An diesem Wochenende treten beim Munich Mash im Olympiapark zwölf der besten BMX-Fahrer, Wake- und Skateboarder der Welt in getrennten Wettbewerben gegeneinander an. Die Sportler stürzen sich dabei von einem acht Meter hohen Turm in die Tiefe und müssen auf einem Parcours von 100 Metern Länge drei individuell gestaltete Sprünge präsentieren.
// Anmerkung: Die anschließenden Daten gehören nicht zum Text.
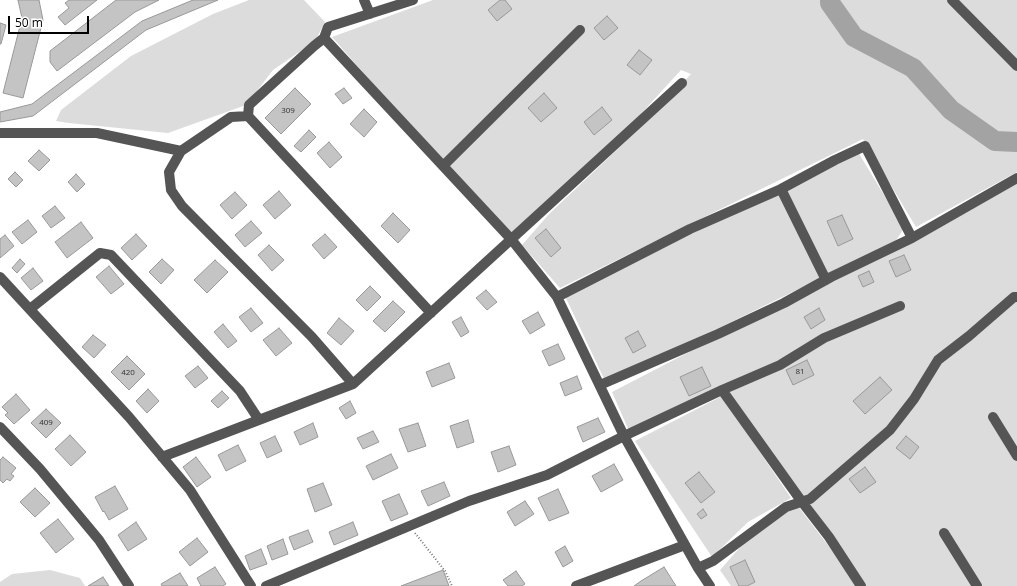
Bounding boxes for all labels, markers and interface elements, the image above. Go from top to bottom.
scale bar [10,8,91,34]
text: 50 m [15,14,43,31]
house number: 309 [281,106,295,116]
house number: 81 [795,367,805,377]
house number: 420 [121,368,135,378]
house number: 409 [39,418,53,428]

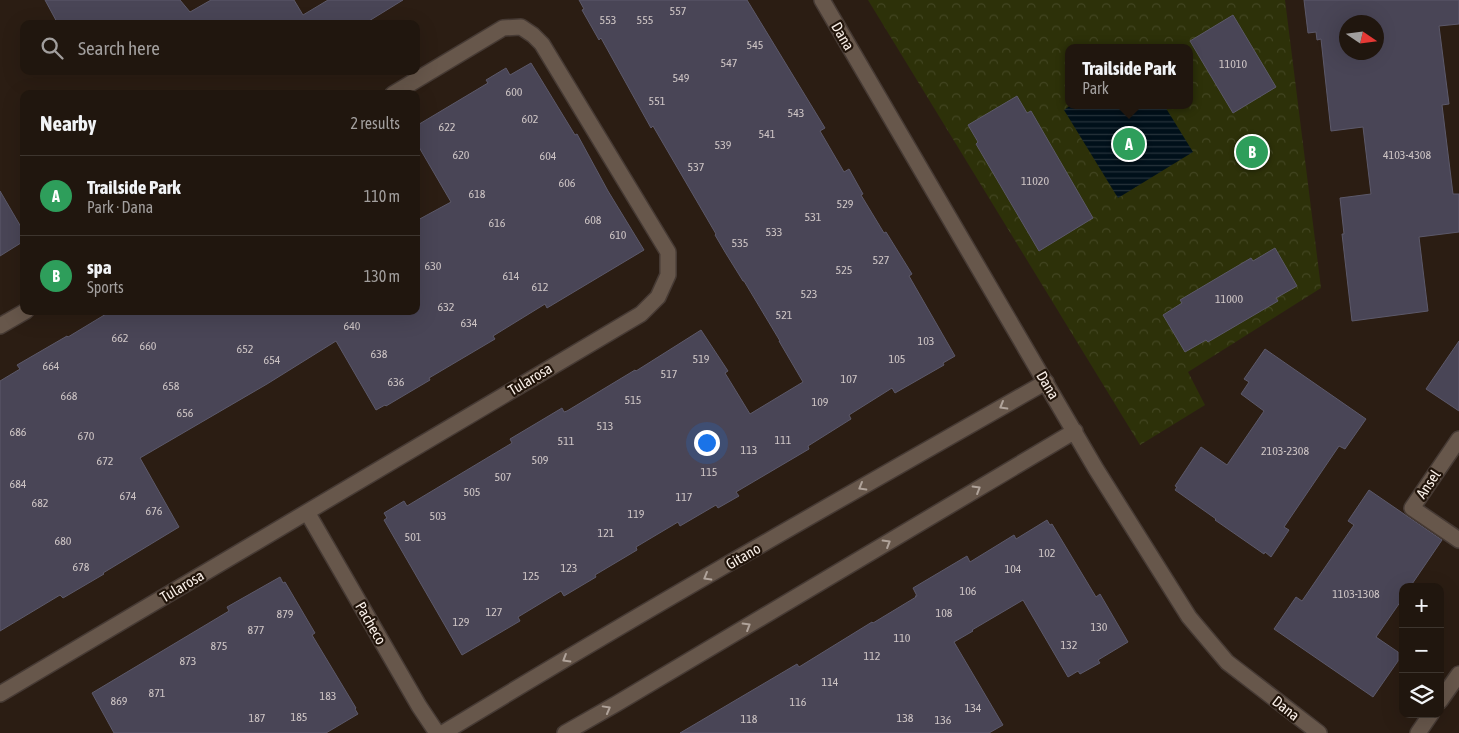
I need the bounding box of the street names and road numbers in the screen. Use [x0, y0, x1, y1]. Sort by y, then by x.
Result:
street label: Dana [828, 19, 858, 53]
street label: Tularosa [505, 359, 555, 399]
street label: Dana [1033, 368, 1063, 402]
street label: Ansel [1412, 467, 1444, 501]
street label: Gitano [723, 539, 763, 573]
street label: Tularosa [157, 566, 207, 606]
street label: Pacheco [352, 599, 390, 647]
street label: Dana [1269, 692, 1303, 724]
Kilian Frey rappelt sich wieder auf, der Skatepark in Dachau liegt weitgehend verlassen in der Nachmittagshitze. Eigentlich sei es viel zu heiß zum Fahren, hatte der zuständige Streetworker noch gesagt, kurz bevor der 18-jährige Frey auf seinem Bike angebrettert kam, gemeinsam mit seinem Kumpel Florian Ehrl, 21, weites T-Shirt, Tunnel in den Ohrläppchen. Offenbar gebe es gleich zwei Verrückte, fügt der Streetworker an, als er die Jungs erblickt. Ehrl und Frey ist die Hitze egal.
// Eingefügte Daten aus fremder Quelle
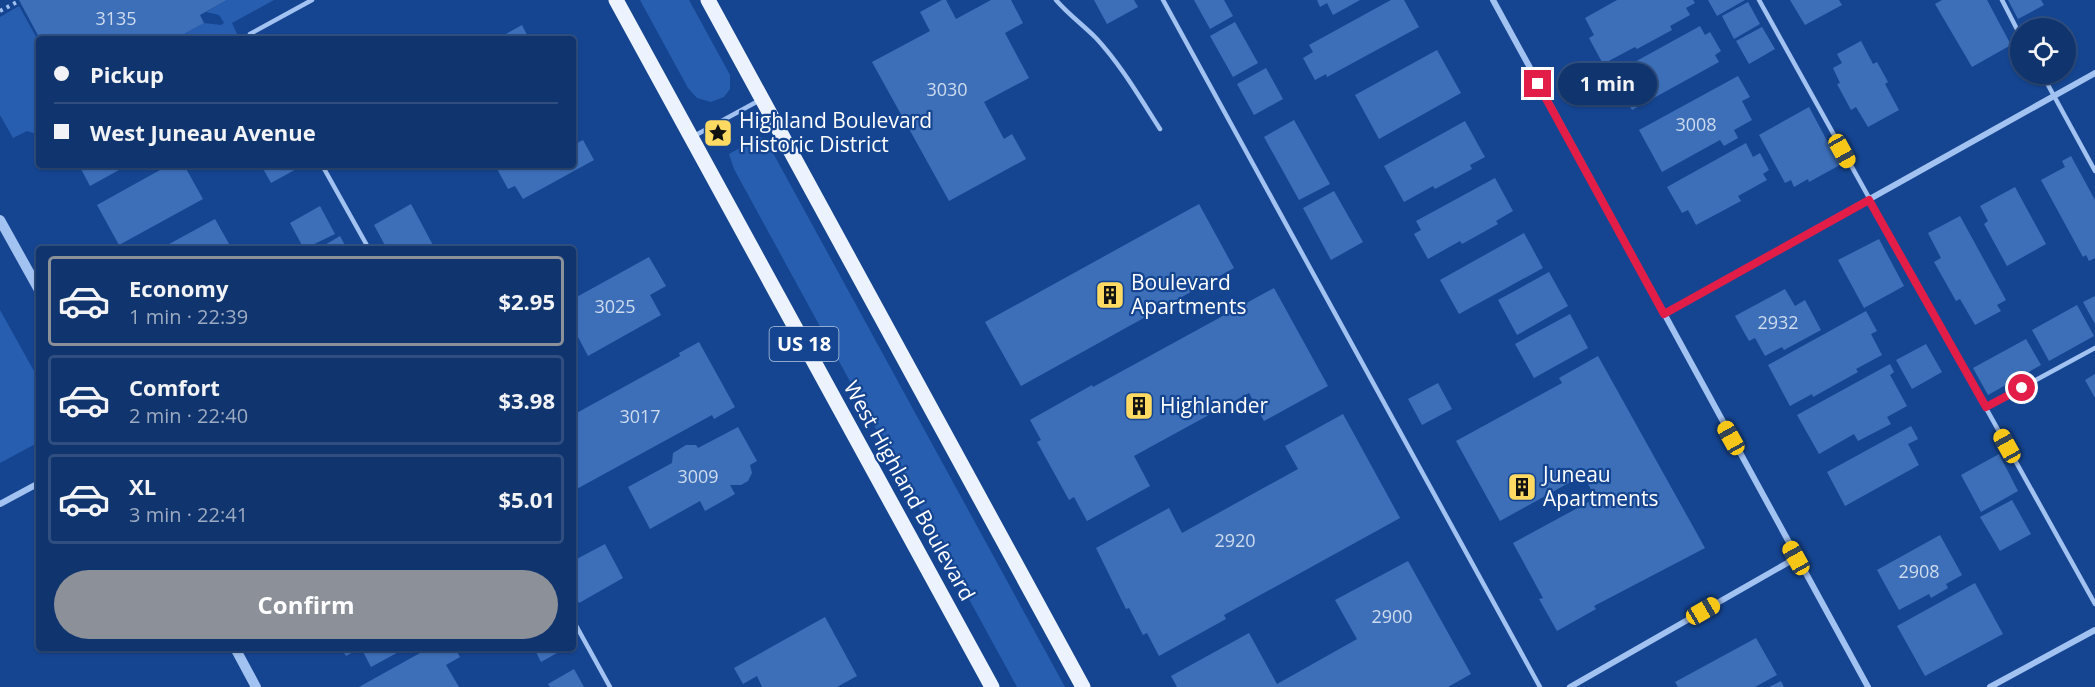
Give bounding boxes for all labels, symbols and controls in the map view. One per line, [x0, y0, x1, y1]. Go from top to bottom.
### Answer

Wann immer es geht, fährt Ehrl in einem der Skateparks in und um München. Wann immer es geht - im Normalfall heißt das bei ihm sechsmal die Woche. Meist fährt er nach Dachau, der Park ist von seiner Wohnung in Untermenzing aus der nächstgelegene. Mit 14 Jahren hatte er auf dieser Anlage mit dem BMX-Sport angefangen, am 30. September 2011 war er das erste Mal zum Biken hier. Das Datum vergisst er nie - er hat es sich sogar auf den Unterarm tätowieren lassen. Zuvor war Ehrl zum Skateboard fahren hier, aber das mit dem BMX-Fahren, "das hat sich einfach mehr gebockt", sagt er.
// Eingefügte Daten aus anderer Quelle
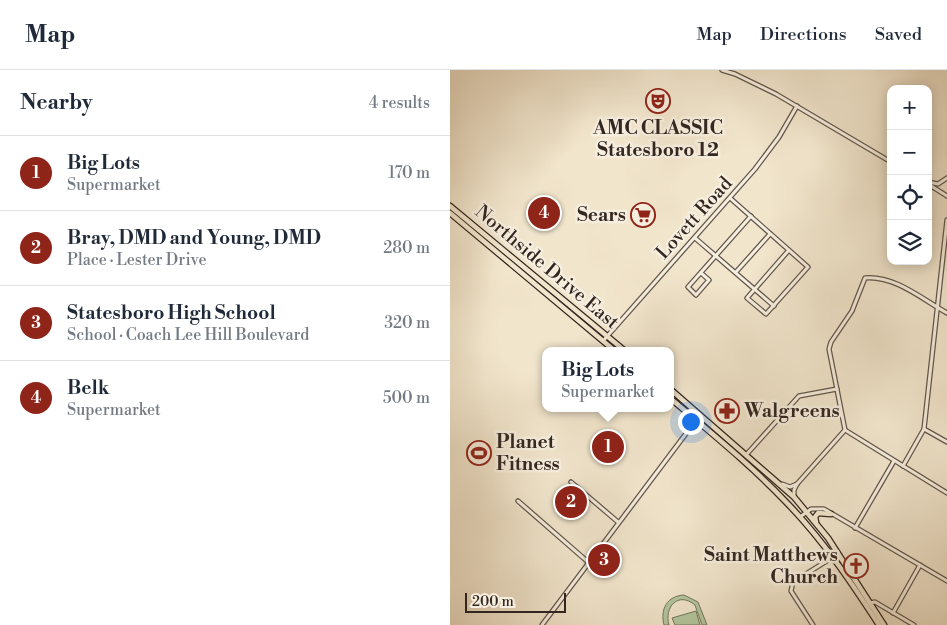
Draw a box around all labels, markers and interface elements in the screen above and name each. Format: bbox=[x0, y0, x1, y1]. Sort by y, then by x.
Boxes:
text: Map bbox=[25, 20, 75, 50]
text: Map bbox=[696, 23, 732, 46]
text: Directions bbox=[760, 23, 847, 46]
text: Saved bbox=[875, 23, 922, 46]
map controls bbox=[887, 85, 932, 265]
button: + bbox=[887, 85, 932, 130]
theatre icon: AMC CLASSIC Statesboro 12 bbox=[645, 88, 671, 114]
text: Nearby bbox=[20, 90, 93, 116]
text: 4 results bbox=[369, 93, 430, 113]
place label: AMC CLASSIC Statesboro 12 bbox=[592, 116, 723, 162]
button: − bbox=[887, 130, 932, 175]
text: Big Lots bbox=[67, 151, 140, 175]
text: 1 bbox=[32, 163, 40, 183]
text: 170 m bbox=[388, 163, 430, 183]
street label: Lovett Road bbox=[651, 172, 738, 264]
text: Supermarket bbox=[67, 175, 161, 195]
button: locate bbox=[887, 175, 932, 220]
pin: 4 bbox=[528, 194, 560, 232]
street label: Northside Drive East bbox=[470, 200, 624, 334]
supermarket icon: Sears bbox=[630, 202, 656, 228]
place label: Sears bbox=[577, 203, 626, 227]
button: layers bbox=[887, 220, 932, 265]
text: Bray, DMD and Young, DMD bbox=[67, 226, 321, 250]
text: 2 bbox=[31, 238, 41, 258]
text: 280 m bbox=[383, 238, 430, 258]
text: Place · Lester Drive bbox=[67, 250, 207, 270]
text: Statesboro High School bbox=[67, 301, 276, 325]
text: 3 bbox=[31, 313, 41, 333]
text: 320 m bbox=[384, 313, 430, 333]
text: School · Coach Lee Hill Boulevard bbox=[67, 325, 309, 345]
popup bbox=[542, 347, 674, 412]
text: Big Lots bbox=[561, 358, 634, 382]
text: Belk bbox=[67, 376, 109, 400]
text: Supermarket bbox=[561, 382, 655, 402]
text: 4 bbox=[31, 388, 41, 408]
text: 500 m bbox=[383, 388, 430, 408]
pharmacy icon: Walgreens bbox=[714, 398, 740, 424]
place label: Walgreens bbox=[743, 399, 840, 423]
text: Supermarket bbox=[67, 400, 161, 420]
your location bbox=[678, 409, 704, 435]
pin: 1 bbox=[592, 428, 624, 466]
place label: Planet Fitness bbox=[496, 430, 560, 476]
sports icon: Planet Fitness bbox=[466, 440, 492, 466]
pin: 2 bbox=[555, 483, 587, 521]
pin: 3 bbox=[588, 541, 620, 579]
place label: Saint Matthews Church bbox=[704, 543, 838, 589]
church icon: Saint Matthews Church bbox=[843, 553, 869, 579]
scale bar bbox=[465, 590, 566, 613]
text: 200 m bbox=[472, 593, 514, 611]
Entdeckt habe er den Sport in Youtube-Videos, seine ersten Kunststücke habe er sich einfach abgeschaut. Es gibt in der BMX-Szene keine kommerziellen Trainer, die Biker bringen sich ihre Stunts selbst bei oder lernen sie von ihren Kollegen. Gerade am Anfang ist das oft mit schmerzhaften Stürzen verbunden. Nicht alle gehen so glimpflich aus, wie der von Kilian Frey an diesem Nachmittag. Eine lange Narbe an Ehrls rechtem Knöchel erzählt davon.

Florian Ehrl stürzt sich die erste Rampe herunter. Im Stehen kurvt er auf seinem Bike durch die Anlage, setzt zu Sprüngen an, nimmt die Hände vom Lenker und fliegt freihändig durch die Luft, dann reißt er sein schwebendes BMX-Rad um 180 Grad herum. Und dann, bei einem gemeinsamen Stunt, stürzt Frey. Kurze Pause, eine schnelle Analyse, was schiefgelaufen ist, dann geht es weiter. Schon bald läuft beiden der Schweiß von der Stirn, tropft auf den heißen Beton. Das Fahren ist anstrengend, die stechende Sonne macht es nicht gerade leichter. Trotzdem machen Ehrl und Frey erst noch ein paar weitere Stunts, bevor es zur Trinkpause unter das schattige Vordach vor dem Zeughaus der Skateanlage geht.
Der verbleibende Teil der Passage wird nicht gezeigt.